* REQUIREMENT
From top to bottom, each entry below must be reproduced exactly.

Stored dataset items
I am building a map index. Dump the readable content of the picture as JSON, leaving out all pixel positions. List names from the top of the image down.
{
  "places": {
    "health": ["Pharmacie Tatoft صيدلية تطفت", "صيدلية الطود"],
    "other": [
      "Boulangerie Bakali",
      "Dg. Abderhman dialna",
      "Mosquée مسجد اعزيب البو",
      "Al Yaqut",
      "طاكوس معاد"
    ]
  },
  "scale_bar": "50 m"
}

* RESULT OF THIS TASK
I am building a map index. Dump the readable content of the picture as JSON, leaving out all pixel positions. List names from the top of the image down.
{
  "places": {
    "health": ["Pharmacie Tatoft صيدلية تطفت", "صيدلية الطود"],
    "other": [
      "Boulangerie Bakali",
      "Dg. Abderhman dialna",
      "Mosquée مسجد اعزيب البو",
      "Al Yaqut",
      "طاكوس معاد"
    ]
  },
  "scale_bar": "50 m"
}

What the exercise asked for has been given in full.